→ **EXERCISE DATA**

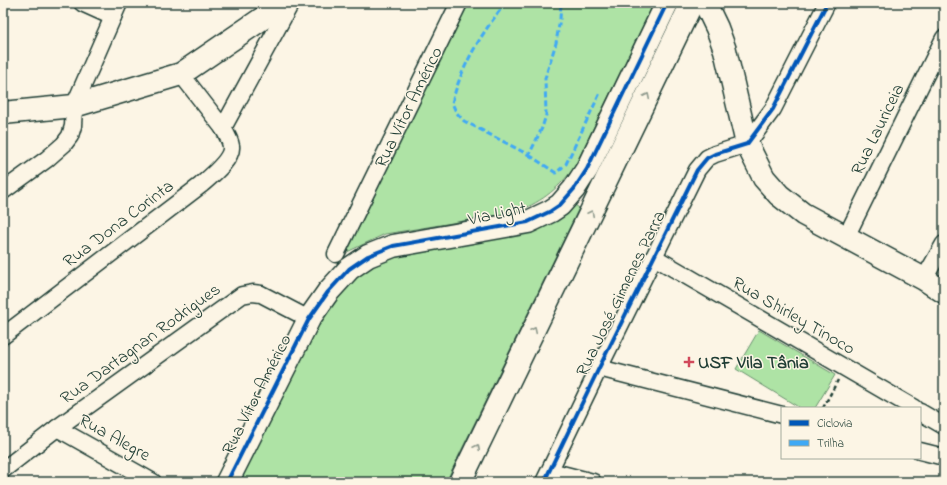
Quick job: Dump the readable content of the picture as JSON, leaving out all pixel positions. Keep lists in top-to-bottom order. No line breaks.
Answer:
{"streets":{"street":["Rua Vítor Américo","Rua Lauriceia","Via Light","Rua Dona Corinta","Rua José Gimenes Parra","Rua Shirley Tinoco","Rua Dartagnan Rodrigues","Rua Alegre"]},"crossings":[["Rua Vítor Américo","Via Light"],["Rua Vítor Américo","Rua Dartagnan Rodrigues"],["Via Light","Rua Dartagnan Rodrigues"],["Rua José Gimenes Parra","Rua Shirley Tinoco"],["Rua Dartagnan Rodrigues","Rua Alegre"]],"places":{"health":["USF Vila Tânia"]},"legend":["Ciclovia","Trilha"]}
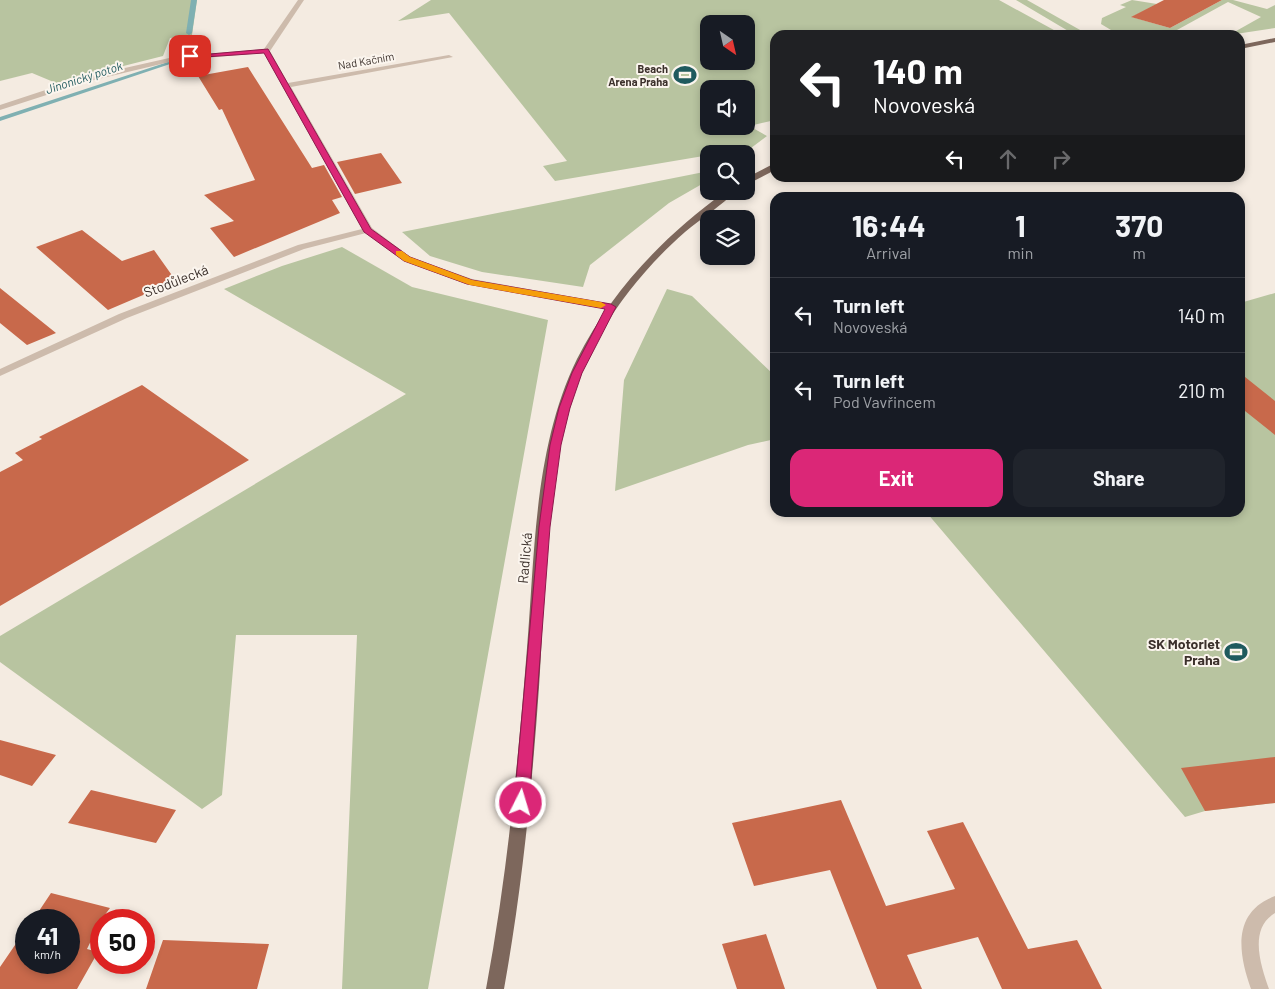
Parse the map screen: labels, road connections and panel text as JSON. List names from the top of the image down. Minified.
{"streets":{"main road":["Radlická"],"street":["Nad Kačním","Stodůlecká"]},"water":["Jinonický potok"],"places":{"sports":["Beach Arena Praha","SK Motorlet Praha"]},"north":"bottom right","page":{"turn":["140 m","Novoveská"],"eta":["16:44","Arrival","1","min","370","m"],"list":[{"name":"Turn left","note":"Novoveská","value":"140 m"},{"name":"Turn left","note":"Pod Vavřincem","value":"210 m"}],"buttons":["Exit","Share"],"speed":"41 km/h","limit":"50"}}
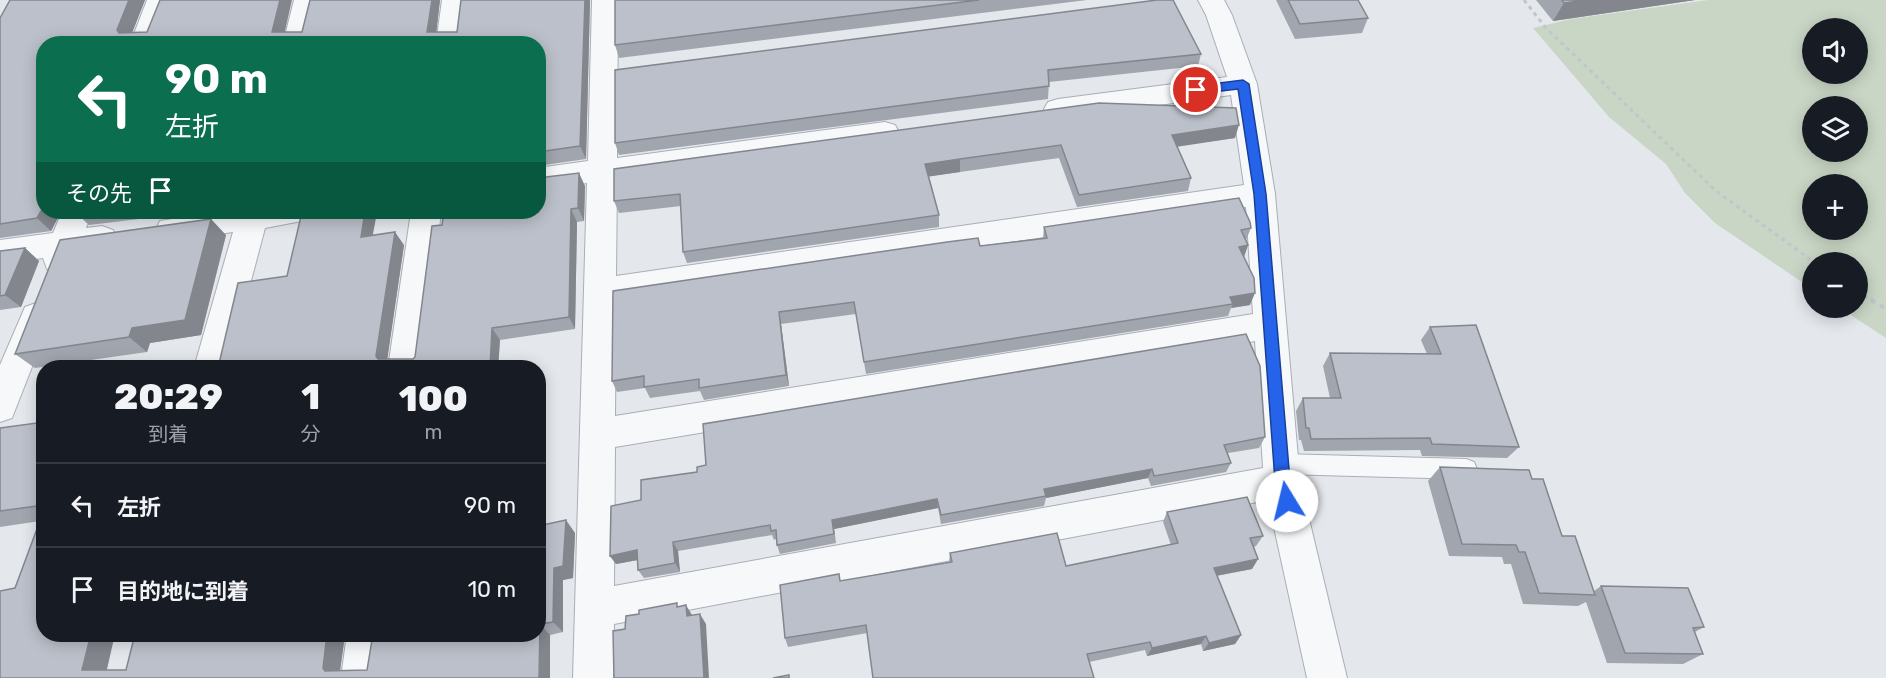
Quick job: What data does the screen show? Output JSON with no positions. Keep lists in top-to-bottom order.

→ **ABOUT THIS TASK**
Reproduce the records above exactly, leaving out every picture they contain.

→ **ANSWER BELOW**
Quick job: Dump the readable content of the picture as JSON, leaving out all pixel positions. Keep lists in top-to-bottom order. No line breaks.
Answer:
{"streets":{"street":["Rua Vítor Américo","Rua Lauriceia","Via Light","Rua Dona Corinta","Rua José Gimenes Parra","Rua Shirley Tinoco","Rua Dartagnan Rodrigues","Rua Alegre"]},"crossings":[["Rua Vítor Américo","Via Light"],["Rua Vítor Américo","Rua Dartagnan Rodrigues"],["Via Light","Rua Dartagnan Rodrigues"],["Rua José Gimenes Parra","Rua Shirley Tinoco"],["Rua Dartagnan Rodrigues","Rua Alegre"]],"places":{"health":["USF Vila Tânia"]},"legend":["Ciclovia","Trilha"]}
Parse the map screen: labels, road connections and panel text as JSON. List names from the top of the image down. Minified.
{"streets":{"main road":["Radlická"],"street":["Nad Kačním","Stodůlecká"]},"water":["Jinonický potok"],"places":{"sports":["Beach Arena Praha","SK Motorlet Praha"]},"north":"bottom right","page":{"turn":["140 m","Novoveská"],"eta":["16:44","Arrival","1","min","370","m"],"list":[{"name":"Turn left","note":"Novoveská","value":"140 m"},{"name":"Turn left","note":"Pod Vavřincem","value":"210 m"}],"buttons":["Exit","Share"],"speed":"41 km/h","limit":"50"}}
Quick job: What data does the screen show? Output JSON with no positions. Keep lists in top-to-bottom order.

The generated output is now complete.